"Bollywood Has Made Me More Negative and Cynical Than My Past in Queens Has"

A no-holds-barred interview with the straight-shooter, Nargis Fakhri

Saumyaa Vohra

If there's one thing Nargis Fakhri ain't, it's a shrinking violet. We went in for an interview and came out a 100% convinced she needs her own sitcom—stat!

By Saumyaa Vohra; Photographs by Rohan Shrestha; Styling by Amandeep Kaur


"No one Makes It Out of There, and I Did"

"Growing up in Queens (New York) shaped me in ways that still stick. You grow up poor; you learn to value money fiercely. You see so much sh*t on the streets, you learn to fend for yourself, you develop an instinct. But you'd be surprised at how giving poor folk are—if they've got a single egg, they'll cook it and split it in half with someone else. That's sharing on the streets. You'd also see some pretty gruesome stuff. When women used to fight, there'd be a trail of hair left on the street (the girls from my 'hood' were pretty sold on hair extensions and wigs). It could get crazy as hell. But no one really makes it out of there, and I did, and that's a big deal. I don't miss anything at all about it, but strangely enough, it's -w. This life of film glamour looks all glossy on the outside, but my friends know how much I envy their stable lives, jobs, and families—that I want what they've got."

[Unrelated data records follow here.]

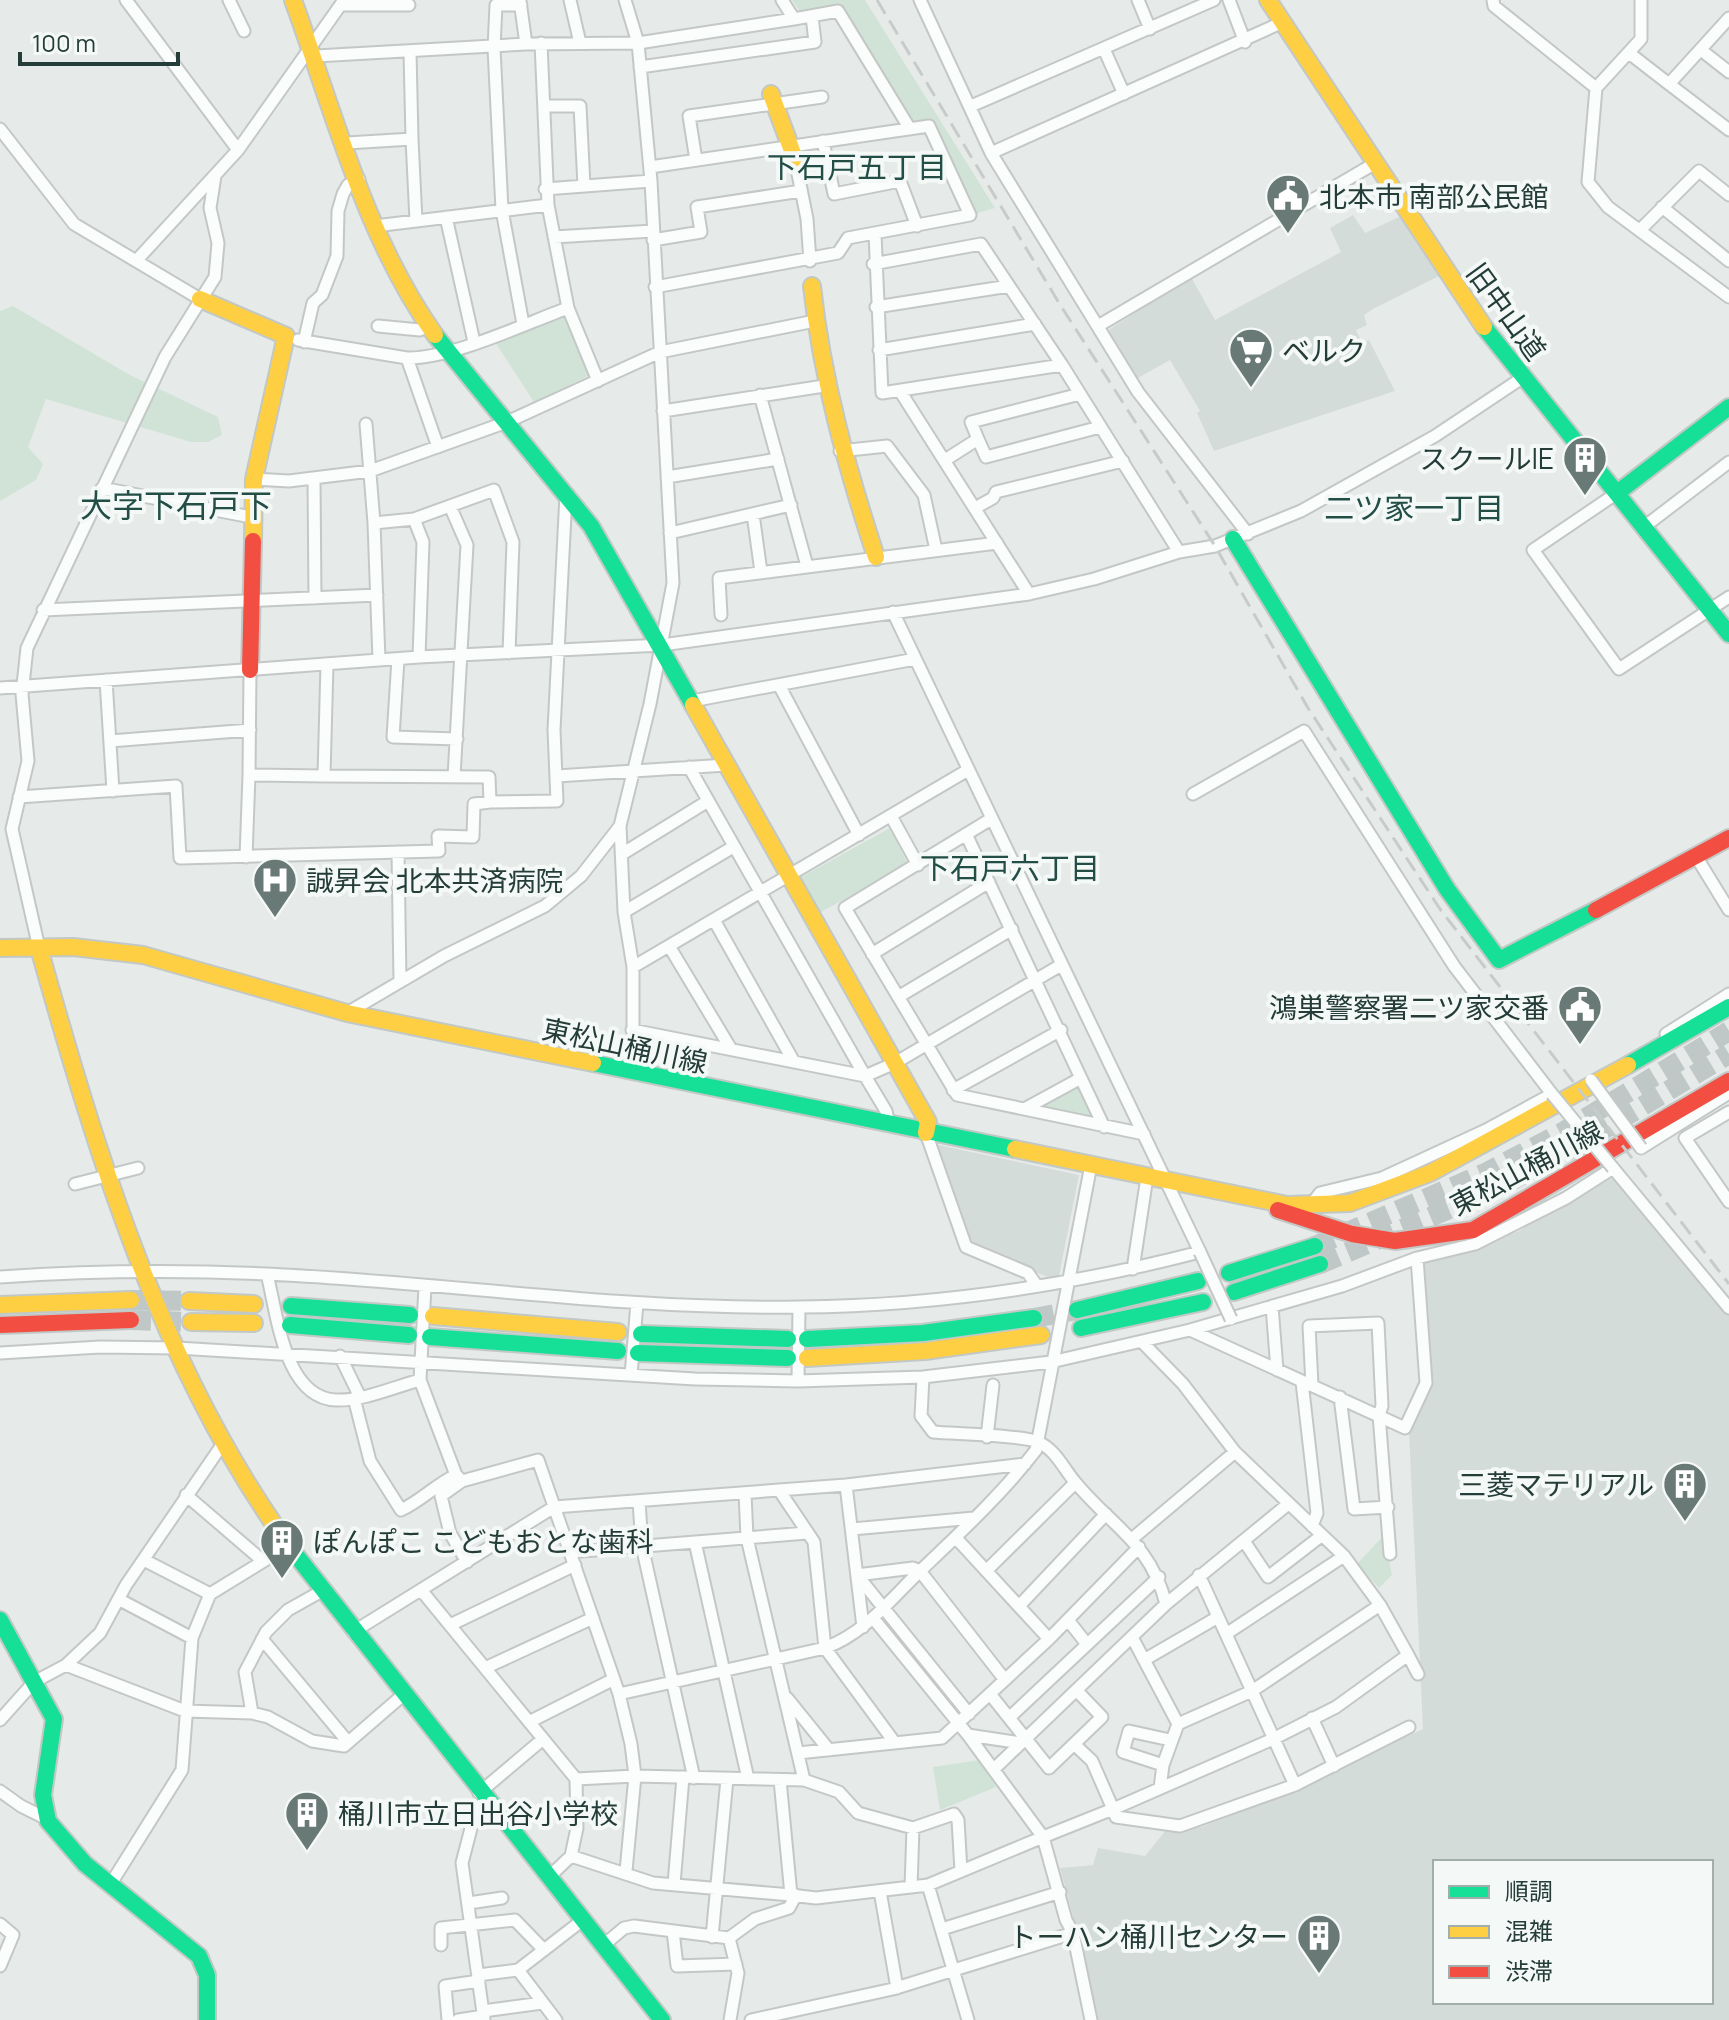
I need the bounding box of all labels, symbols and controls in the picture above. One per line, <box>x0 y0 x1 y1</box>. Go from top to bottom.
scale bar <box>20 16 178 66</box>
text: 100 m <box>32 26 96 59</box>
district label: 下石戸五丁目 <box>767 146 947 187</box>
public building icon: 北本市 南部公民館 <box>1264 172 1312 235</box>
place label: 北本市 南部公民館 <box>1319 177 1549 215</box>
street label: 旧中山道 <box>1459 255 1555 367</box>
supermarket icon: ベルク <box>1227 326 1275 389</box>
place label: ベルク <box>1282 331 1366 369</box>
building icon: スクールIE <box>1561 434 1609 497</box>
place label: スクールIE <box>1420 439 1554 477</box>
district label: 大字下石戸下 <box>80 483 272 527</box>
district label: 二ツ家一丁目 <box>1324 487 1504 528</box>
district label: 下石戸六丁目 <box>920 847 1100 888</box>
hospital icon: 誠昇会 北本共済病院 <box>251 856 299 919</box>
place label: 誠昇会 北本共済病院 <box>306 861 564 899</box>
public building icon: 鴻巣警察署二ツ家交番 <box>1556 983 1604 1046</box>
place label: 鴻巣警察署二ツ家交番 <box>1269 988 1549 1026</box>
street label: 東松山桶川線 <box>539 1009 711 1081</box>
street label: 東松山桶川線 <box>1443 1111 1609 1223</box>
building icon: 三菱マテリアル <box>1661 1460 1709 1523</box>
place label: 三菱マテリアル <box>1458 1465 1654 1503</box>
building icon: ぽんぽこ こどもおとな歯科 <box>258 1517 306 1580</box>
place label: ぽんぽこ こどもおとな歯科 <box>313 1522 654 1560</box>
building icon: 桶川市立日出谷小学校 <box>283 1789 331 1852</box>
place label: 桶川市立日出谷小学校 <box>338 1794 618 1832</box>
legend <box>1433 1860 1713 2004</box>
text: 順調 <box>1505 1874 1553 1907</box>
building icon: トーハン桶川センター <box>1295 1912 1343 1975</box>
text: 混雑 <box>1505 1914 1553 1947</box>
place label: トーハン桶川センター <box>1009 1917 1288 1955</box>
text: 渋滞 <box>1505 1954 1553 1987</box>

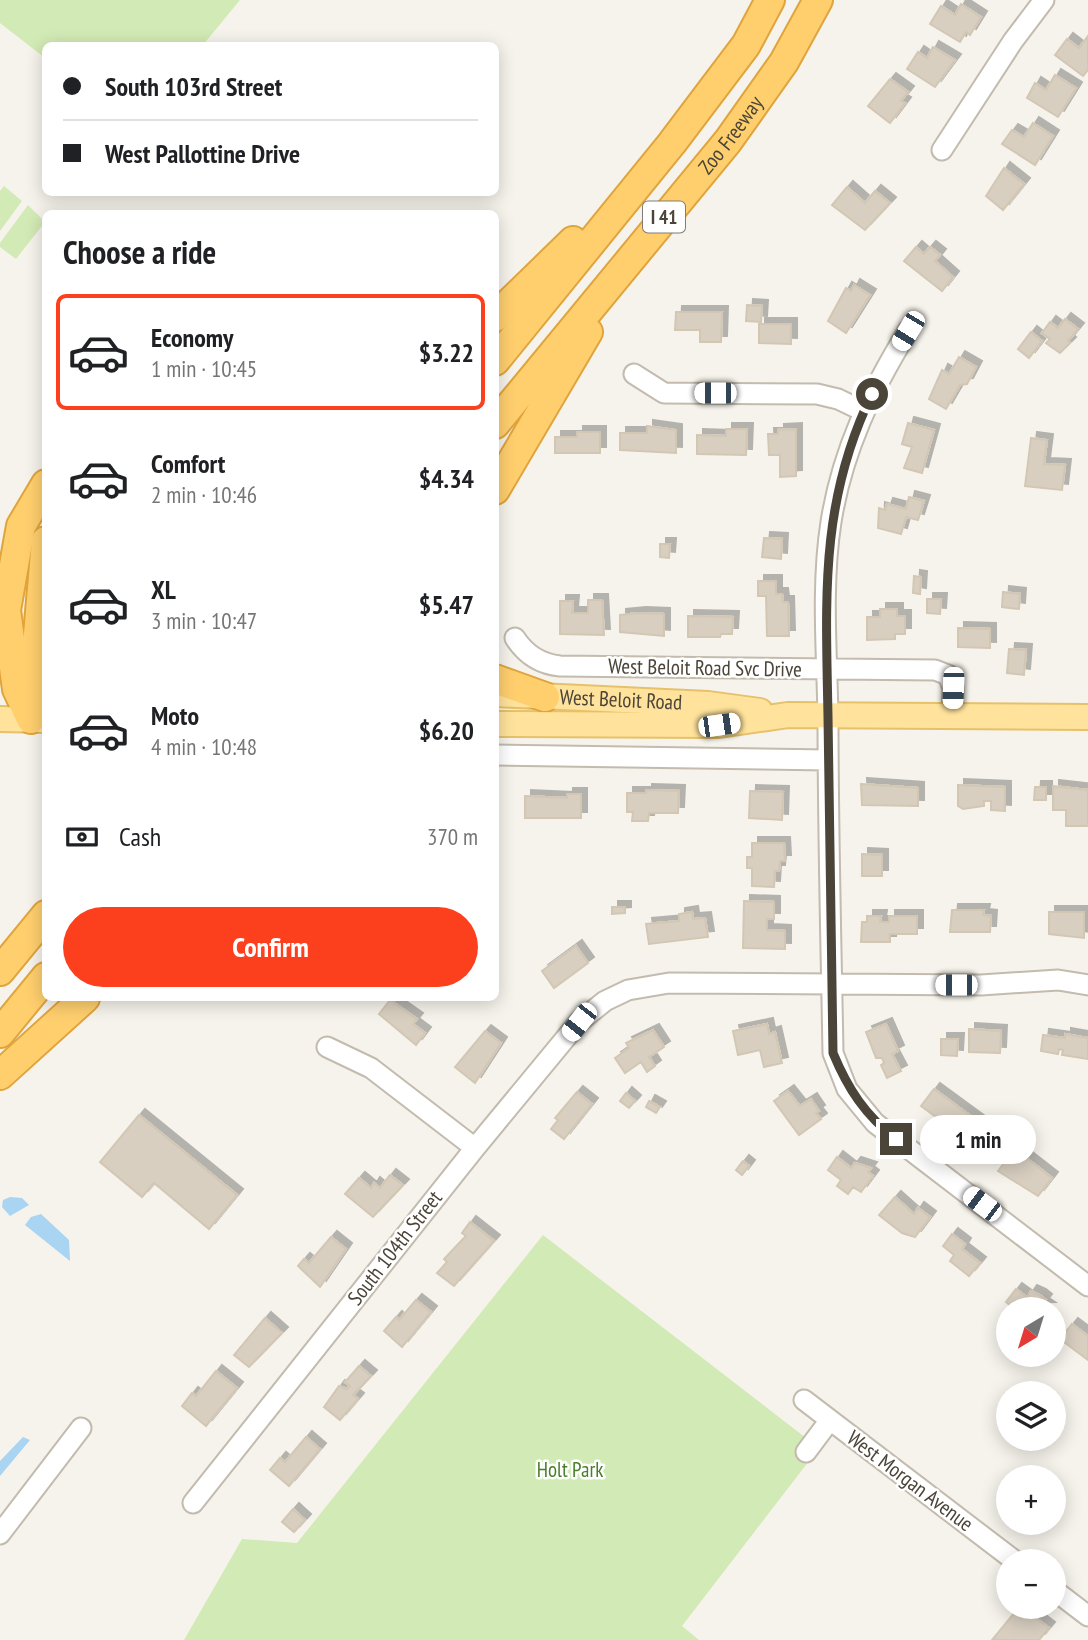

"God Bless the Guy Who Invented Namaste""Coming to India—total culture shock! At first, the language just sounded like 'bada bada bada'. I didn't know what the f*ck I was saying! Rockstar was an absolute impulse move—and I think I did a bang-up job! I'd like to see someone else go to China, learn Chinese (and acting!) from scratch and be the female protagonist of the film. Anyone? Anyone? That's what I thought. There are still things I haven't come to terms with—I've developed wicked OCD in my time here; I don't even shake hands with people! God bless the guy who invented namaste! People get acid reflex because they don't wash their hands enough, and they're all, 'Hey, just have some Pudin Hara!'. Everyone thinks I'm overreacting, but I'm not! Plus, there's all this pressure about marriage! Indian parents think marriage is the ultimate goal and they just push their kids into marrying way too young—sometimes, to people they don't even know! I find this whole race to the altar very strange."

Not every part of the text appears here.